With 201 crossings, the British liner RMS Lusitania was preparing to once again cover the trade route between the United States and the United Kingdom at the end of April 1915, in the middle of the First World War. Even though Germany had declared a war zone in the waters around the British Isles earlier in the year, the ship set sail from New York bound for Liverpool.
It was two in the afternoon on May 7 when the captain of the German submersible U-20, Walther Schwieger, spotted the ship. “A four funnels and two masts. “She appears to be a large passenger ship,” he noted in his logbook. Ten minutes later, he ordered a torpedo fired. The Lusitania sank in just eighteen minutes and 1,198 people lost their lives. Only 761 passengers survived in the second major Atlantic naval disaster in just three years, after the sinking of the Titanic.
submarine warfare
The sinking of the RMS Lusitania was part of the submarine war that the Germans waged against the United Kingdom in the Great War. As soon as the conflict broke out, London used its sea power to establish a naval blockade of Germany, which depended on imports to feed its population and sustain the war industry. Thus, he declared a war zone throughout the North Sea in November 1914: any enemy ship could be attacked by the British navy.
Germany did the same in February 1915 around the British Isles. The objective was the same, to block transatlantic trade to drown its economy. However, as the Royal Navy was more powerful than the Imperial German Navy, it waged unrestricted submarine warfare. That is, it would not only attack English warships, but also merchant ships and even some neutral ships, despite the fact that the customary law of the sea and the London Declaration of 1909 prohibited it.
British waters became unsafe, but this did not prevent some shipping companies from maintaining their regular passenger lines.
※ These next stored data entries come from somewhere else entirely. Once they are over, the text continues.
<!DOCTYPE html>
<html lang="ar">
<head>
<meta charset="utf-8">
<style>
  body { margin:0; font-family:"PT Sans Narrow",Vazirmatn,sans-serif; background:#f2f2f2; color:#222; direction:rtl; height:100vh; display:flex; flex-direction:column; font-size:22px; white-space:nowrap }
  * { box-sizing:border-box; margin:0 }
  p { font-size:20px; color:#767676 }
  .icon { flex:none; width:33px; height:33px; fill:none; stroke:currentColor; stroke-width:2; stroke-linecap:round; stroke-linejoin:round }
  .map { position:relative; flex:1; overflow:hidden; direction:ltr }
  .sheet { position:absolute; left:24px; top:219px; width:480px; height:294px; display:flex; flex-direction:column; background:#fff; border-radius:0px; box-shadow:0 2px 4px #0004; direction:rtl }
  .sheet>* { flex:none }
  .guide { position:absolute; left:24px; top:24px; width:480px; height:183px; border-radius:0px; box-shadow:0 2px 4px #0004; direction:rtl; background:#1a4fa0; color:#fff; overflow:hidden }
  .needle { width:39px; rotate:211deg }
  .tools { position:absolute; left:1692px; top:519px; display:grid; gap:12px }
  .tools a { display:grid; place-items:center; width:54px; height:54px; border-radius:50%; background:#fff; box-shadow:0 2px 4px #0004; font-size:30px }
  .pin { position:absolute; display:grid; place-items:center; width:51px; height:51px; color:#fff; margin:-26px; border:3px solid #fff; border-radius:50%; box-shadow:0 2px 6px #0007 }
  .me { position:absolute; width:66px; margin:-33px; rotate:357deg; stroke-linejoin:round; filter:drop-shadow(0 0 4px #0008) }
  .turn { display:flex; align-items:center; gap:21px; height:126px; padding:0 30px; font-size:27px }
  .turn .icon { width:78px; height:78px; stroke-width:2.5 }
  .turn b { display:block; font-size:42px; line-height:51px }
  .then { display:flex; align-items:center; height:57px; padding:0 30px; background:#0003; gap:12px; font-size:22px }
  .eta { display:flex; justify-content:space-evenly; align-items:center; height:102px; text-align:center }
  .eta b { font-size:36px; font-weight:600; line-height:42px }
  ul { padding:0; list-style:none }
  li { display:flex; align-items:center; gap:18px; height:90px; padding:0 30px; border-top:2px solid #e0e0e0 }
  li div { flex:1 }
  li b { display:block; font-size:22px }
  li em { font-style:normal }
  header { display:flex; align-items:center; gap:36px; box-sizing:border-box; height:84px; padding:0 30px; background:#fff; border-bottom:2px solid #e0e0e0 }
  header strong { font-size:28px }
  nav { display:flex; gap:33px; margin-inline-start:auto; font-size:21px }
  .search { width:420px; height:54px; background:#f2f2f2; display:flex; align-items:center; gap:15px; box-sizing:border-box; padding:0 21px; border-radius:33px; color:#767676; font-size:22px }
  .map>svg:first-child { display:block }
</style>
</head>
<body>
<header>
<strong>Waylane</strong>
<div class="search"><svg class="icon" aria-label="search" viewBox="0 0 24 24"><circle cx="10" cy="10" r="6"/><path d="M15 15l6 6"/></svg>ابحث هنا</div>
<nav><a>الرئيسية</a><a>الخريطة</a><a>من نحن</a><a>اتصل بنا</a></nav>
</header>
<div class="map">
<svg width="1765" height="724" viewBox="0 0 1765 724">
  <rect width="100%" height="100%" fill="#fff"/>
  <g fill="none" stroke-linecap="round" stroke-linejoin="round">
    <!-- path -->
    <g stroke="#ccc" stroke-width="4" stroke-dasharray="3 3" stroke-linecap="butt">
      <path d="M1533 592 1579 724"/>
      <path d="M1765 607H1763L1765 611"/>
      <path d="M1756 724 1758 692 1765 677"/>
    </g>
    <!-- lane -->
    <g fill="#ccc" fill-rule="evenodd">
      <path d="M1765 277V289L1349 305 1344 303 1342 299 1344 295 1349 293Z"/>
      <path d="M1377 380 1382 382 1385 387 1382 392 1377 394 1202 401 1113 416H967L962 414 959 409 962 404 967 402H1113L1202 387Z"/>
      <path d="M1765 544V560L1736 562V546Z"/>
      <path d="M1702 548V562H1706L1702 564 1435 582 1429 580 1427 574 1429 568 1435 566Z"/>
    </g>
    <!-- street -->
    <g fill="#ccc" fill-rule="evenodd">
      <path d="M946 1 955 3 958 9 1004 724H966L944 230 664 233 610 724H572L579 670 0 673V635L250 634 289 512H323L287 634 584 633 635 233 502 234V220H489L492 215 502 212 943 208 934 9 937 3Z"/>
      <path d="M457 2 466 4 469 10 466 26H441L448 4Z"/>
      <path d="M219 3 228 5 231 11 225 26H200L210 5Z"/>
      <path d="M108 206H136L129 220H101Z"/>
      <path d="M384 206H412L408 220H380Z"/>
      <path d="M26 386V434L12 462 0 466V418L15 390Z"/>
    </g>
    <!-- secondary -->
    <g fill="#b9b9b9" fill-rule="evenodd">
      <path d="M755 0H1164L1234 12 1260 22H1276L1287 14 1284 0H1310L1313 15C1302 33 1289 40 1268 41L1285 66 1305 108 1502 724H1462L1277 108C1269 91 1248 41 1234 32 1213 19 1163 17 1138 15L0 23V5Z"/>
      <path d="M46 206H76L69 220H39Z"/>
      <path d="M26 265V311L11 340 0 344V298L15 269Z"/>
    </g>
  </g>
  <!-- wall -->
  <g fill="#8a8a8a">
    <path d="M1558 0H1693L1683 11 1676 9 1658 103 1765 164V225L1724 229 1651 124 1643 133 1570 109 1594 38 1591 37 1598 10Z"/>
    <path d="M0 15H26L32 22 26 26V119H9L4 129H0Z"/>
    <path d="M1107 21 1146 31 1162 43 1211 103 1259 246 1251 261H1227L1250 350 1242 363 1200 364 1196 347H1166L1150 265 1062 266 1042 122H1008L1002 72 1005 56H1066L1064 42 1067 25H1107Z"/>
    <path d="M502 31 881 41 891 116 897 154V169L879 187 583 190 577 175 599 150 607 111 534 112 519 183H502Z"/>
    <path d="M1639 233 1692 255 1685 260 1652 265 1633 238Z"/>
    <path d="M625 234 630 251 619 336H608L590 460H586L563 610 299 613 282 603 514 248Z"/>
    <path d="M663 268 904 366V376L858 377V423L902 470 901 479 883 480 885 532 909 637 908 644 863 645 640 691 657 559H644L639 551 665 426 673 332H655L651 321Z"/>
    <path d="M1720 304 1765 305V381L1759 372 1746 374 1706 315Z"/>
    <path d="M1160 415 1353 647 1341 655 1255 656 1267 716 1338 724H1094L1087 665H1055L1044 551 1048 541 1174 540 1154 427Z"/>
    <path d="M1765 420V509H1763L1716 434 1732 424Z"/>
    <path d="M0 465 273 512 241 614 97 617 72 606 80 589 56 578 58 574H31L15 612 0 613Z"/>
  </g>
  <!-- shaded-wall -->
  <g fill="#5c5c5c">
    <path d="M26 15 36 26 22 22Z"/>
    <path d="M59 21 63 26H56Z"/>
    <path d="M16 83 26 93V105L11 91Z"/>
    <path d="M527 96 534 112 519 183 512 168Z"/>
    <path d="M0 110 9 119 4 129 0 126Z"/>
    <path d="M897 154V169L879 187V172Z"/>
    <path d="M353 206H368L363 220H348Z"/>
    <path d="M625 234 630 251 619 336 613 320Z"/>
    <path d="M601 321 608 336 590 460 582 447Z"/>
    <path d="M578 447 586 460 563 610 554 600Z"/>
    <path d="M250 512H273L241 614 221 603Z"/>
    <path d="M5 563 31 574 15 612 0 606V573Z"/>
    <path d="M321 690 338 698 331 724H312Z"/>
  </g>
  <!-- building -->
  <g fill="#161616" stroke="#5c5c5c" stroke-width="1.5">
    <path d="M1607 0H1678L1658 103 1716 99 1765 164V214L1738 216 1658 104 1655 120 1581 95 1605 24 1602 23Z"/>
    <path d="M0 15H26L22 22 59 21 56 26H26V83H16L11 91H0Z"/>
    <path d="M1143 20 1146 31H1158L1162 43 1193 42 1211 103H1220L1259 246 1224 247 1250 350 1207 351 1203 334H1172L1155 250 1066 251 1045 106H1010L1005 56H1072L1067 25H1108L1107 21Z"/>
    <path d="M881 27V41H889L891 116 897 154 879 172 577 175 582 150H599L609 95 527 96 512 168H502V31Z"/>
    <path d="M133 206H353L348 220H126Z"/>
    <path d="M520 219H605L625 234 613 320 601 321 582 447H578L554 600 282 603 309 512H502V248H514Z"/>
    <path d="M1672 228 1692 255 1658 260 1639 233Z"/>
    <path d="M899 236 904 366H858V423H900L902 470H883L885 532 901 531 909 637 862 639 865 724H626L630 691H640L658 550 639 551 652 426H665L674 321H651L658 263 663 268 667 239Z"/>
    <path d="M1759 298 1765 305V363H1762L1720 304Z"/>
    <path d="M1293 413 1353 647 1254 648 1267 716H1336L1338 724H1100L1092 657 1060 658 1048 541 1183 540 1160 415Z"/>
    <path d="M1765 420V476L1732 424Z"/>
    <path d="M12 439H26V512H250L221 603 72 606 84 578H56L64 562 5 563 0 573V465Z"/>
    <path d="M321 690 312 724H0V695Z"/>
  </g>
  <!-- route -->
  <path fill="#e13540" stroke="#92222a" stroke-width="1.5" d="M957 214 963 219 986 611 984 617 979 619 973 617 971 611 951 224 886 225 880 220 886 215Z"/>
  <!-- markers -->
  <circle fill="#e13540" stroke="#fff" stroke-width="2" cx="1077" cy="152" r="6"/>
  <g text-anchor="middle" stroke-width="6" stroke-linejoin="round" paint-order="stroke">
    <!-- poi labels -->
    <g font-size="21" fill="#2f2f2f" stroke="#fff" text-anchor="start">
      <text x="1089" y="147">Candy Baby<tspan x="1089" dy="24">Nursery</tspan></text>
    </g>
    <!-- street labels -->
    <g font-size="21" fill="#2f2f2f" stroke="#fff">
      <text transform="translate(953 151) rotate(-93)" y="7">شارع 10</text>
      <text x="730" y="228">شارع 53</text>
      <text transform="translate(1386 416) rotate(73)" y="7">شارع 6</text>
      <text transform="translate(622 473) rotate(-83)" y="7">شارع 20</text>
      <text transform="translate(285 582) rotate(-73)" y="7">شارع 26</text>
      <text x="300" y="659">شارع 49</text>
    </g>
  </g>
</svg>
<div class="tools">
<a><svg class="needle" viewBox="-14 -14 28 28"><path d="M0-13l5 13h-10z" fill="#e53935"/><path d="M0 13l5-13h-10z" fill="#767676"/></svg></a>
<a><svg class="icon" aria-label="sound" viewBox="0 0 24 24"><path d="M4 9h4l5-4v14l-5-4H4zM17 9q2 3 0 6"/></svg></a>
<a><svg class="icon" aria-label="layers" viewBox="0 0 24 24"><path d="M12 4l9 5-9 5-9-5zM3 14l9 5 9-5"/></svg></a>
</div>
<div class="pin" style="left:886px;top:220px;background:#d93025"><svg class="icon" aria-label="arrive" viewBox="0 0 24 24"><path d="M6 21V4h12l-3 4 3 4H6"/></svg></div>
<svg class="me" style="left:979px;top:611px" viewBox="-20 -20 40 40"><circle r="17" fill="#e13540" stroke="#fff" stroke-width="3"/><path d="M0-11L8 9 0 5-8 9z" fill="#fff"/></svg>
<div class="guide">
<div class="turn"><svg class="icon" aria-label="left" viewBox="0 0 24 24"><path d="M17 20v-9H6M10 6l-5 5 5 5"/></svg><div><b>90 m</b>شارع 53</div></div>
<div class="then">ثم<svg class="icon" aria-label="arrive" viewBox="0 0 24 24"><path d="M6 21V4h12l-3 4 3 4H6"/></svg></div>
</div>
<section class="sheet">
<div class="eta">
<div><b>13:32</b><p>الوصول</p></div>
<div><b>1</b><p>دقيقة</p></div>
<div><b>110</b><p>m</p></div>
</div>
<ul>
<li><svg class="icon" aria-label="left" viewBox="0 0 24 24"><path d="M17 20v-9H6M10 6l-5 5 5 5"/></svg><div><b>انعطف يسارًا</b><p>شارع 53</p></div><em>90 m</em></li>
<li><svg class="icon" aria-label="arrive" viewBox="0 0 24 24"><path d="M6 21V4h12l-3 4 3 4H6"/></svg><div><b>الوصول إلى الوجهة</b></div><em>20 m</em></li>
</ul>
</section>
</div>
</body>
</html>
This was the case of Cunard Line Ltd. and its famous liner RMS Lusitania, the largest and most luxurious of the time until the construction of the Titanic and her brothers. She measured 240 meters, could transport 31,550 tons and sailed at fifty kilometers per hour, but her dimensions did not save her from shipwreck. When the submarine U-20 intercepted her twenty kilometers off the Irish coast, she only took eighteen minutes to sink. It was the first time that Germany had shot down a passenger ship of such volume, in an attack that shocked the world.
Lusitania: a sinking with civilians and ammunition
The magnitude of the tragedy was such that people began to talk about a war crime, since more than a thousand defenseless civilians died. However, Germany argued that the liner was actually a camouflaged warship carrying military material from the United States. Almost a century later, in 2011, an expedition led by American businessman Gregg Bennis, owner of the Lusitania, corroborated the German version: the ship’s holds were full of ammunition.
However, after the attack in 1915 it was widely believed that the Imperial German Navy had overstepped its bounds by sinking a ship full of civilians without justification. In the United States, the incident served to pressure President Woodrow Wilson to enter the Great War, since 124 Americans had died in the shipwreck.
Although Washington initially remained neutral, the sinking of the Lusitania opened the way for a possible declaration of war if Germany continued its submarine offensive. The Americans eventually entered the fray when Kaiser Wilhelm II declared total submarine warfare in early 1917 and British intelligence services deciphered the Zimmermann telegram. In the document, the German ambassador in Mexico received instructions to propose to the country an alliance against the United States.